- Original CD-ROM cover with a silhouette of Byakuren Hijiri
- Developer: Team Shanghai Alice
- Publisher: Team Shanghai Alice
- Composer: Team Shanghai Alice
- Series: Touhou Project
- Platform: Windows
- Release: JP: 15 August 2009;
- Genre: Bullet hell (danmaku)
- Mode: Single-player

= Undefined Fantastic Object =

2009 bullet hell video game

Touhou Seirensen ~ Undefined Fantastic Object. (東方星蓮船 ～ Undefined Fantastic Object.) is the twelfth main game of the Touhou Project scrolling shooter series, by dōjin game circle Team Shanghai Alice. The game was released at the 76th Comiket on August 15, 2009, and then followed by a retail release on September 11, 2009, at doujinshi stores. Undefined Fantastic Object was the first Touhou game to introduce colored power-ups, which reward the player with extra lives, points and bombs when collected, a gameplay mechanic that would be used in multiple games later on in the series.

==Gameplay==

Marisa attempting to destroy a large UFO

Undefined Fantastic Object is a danmaku game in which the player has to navigate through a total of six stages, killing enemies, dodging their projectiles, and fighting a boss halfway through, and at the end of each stage. The player's main method of attack is their shot, but they also have access to a limited number of spell cards (also referred to as bombs), whose exact properties depend on the character and shot type, but all spell cards will clear the screen of bullets, grant the player temporary invulnerability, and deal a large amount of damage. Unlike its predecessors Mountain of Faith and Subterranean Animism, bombs are given their own counter, rather than being attached to the player's shot power. Undefined Fantastic Object is the only Touhou game in which the player does not lose points when they die or use a spell card.
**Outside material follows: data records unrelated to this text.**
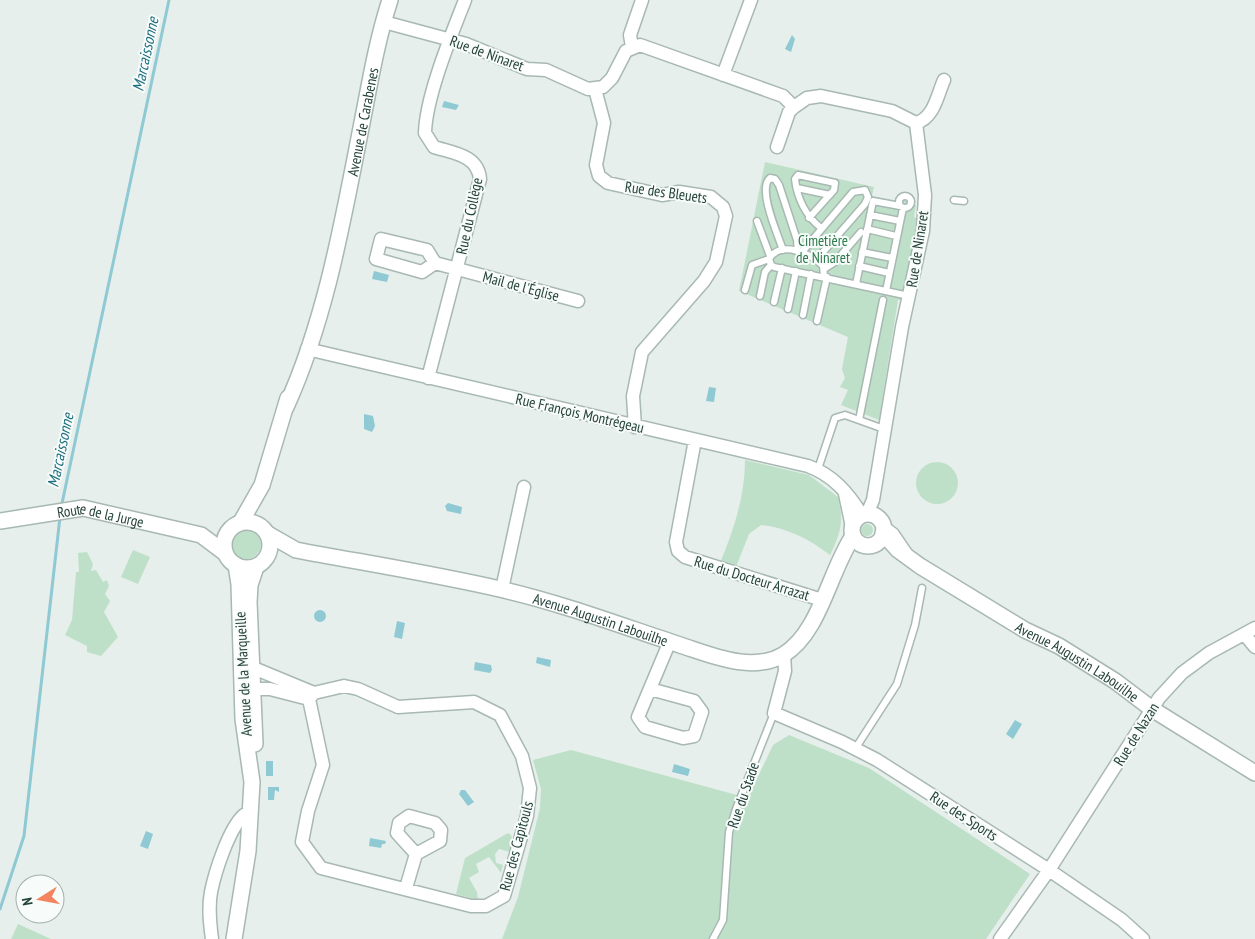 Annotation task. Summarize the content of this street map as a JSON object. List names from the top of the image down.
{
  "streets": {
    "street": [
      "Rue de Ninaret",
      "Avenue de Carabenes",
      "Rue des Bleuets",
      "Rue du Collège",
      "Mail de l'Église",
      "Rue François Montrégeau",
      "Route de la Jurge",
      "Rue du Docteur Arrazat",
      "Avenue Augustin Labouilhe",
      "Avenue de la Marqueille",
      "Rue de Nazan",
      "Rue du Stade",
      "Rue des Sports",
      "Rue des Capitouls"
    ]
  },
  "crossings": [
    ["Rue de Ninaret", "Avenue de Carabenes"],
    ["Rue de Ninaret", "Rue des Bleuets"],
    ["Rue de Ninaret", "Rue du Collège"],
    ["Rue de Ninaret", "Rue François Montrégeau"],
    ["Rue de Ninaret", "Avenue Augustin Labouilhe"],
    ["Avenue de Carabenes", "Rue François Montrégeau"],
    ["Avenue de Carabenes", "Route de la Jurge"],
    ["Avenue de Carabenes", "Avenue Augustin Labouilhe"],
    ["Avenue de Carabenes", "Avenue de la Marqueille"],
    ["Rue des Bleuets", "Rue François Montrégeau"],
    ["Rue du Collège", "Mail de l'Église"],
    ["Rue du Collège", "Rue François Montrégeau"],
    ["Rue François Montrégeau", "Rue du Docteur Arrazat"],
    ["Rue François Montrégeau", "Avenue Augustin Labouilhe"],
    ["Route de la Jurge", "Avenue Augustin Labouilhe"],
    ["Route de la Jurge", "Avenue de la Marqueille"],
    ["Rue du Docteur Arrazat", "Avenue Augustin Labouilhe"],
    ["Avenue Augustin Labouilhe", "Avenue de la Marqueille"],
    ["Avenue Augustin Labouilhe", "Rue de Nazan"],
    ["Avenue Augustin Labouilhe", "Rue du Stade"],
    ["Avenue de la Marqueille", "Rue des Capitouls"],
    ["Rue de Nazan", "Rue des Sports"],
    ["Rue du Stade", "Rue des Sports"]
  ],
  "water": ["Marcaissonne"],
  "parks": ["Cimetière de Ninaret"],
  "north": "left"
}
The game features three playable characters, Reimu, Marisa, and Sanae, each of whom have two shot types, one of which deals high damage, whereas the other has homing projectiles.

Some enemies in Undefined Fantastic Object have color-coded UFOs that circle around them, which will float around the stage when they are killed. Some UFOs will flicker, and change their color after a few seconds, though this can be negated if the player is in close proximity to them. When the player collects three UFOs of a specific color, a large UFO will appear onscreen, which must be destroyed within ten seconds to grant the player a large point bonus, and extra items, depending on its color. Red UFOs will give the player extra lives, green ones will give them extra spell cards, and blue ones will give them extra points. If the UFO is not destroyed within the time limit, it will disappear, preventing the player from acquiring its items.

==Plot==
In Gensokyo, rumors circulate about a flying ship, that appears to be searching for something, which the rumors claim belong to the Seven Lucky Gods, and is loaded with treasure.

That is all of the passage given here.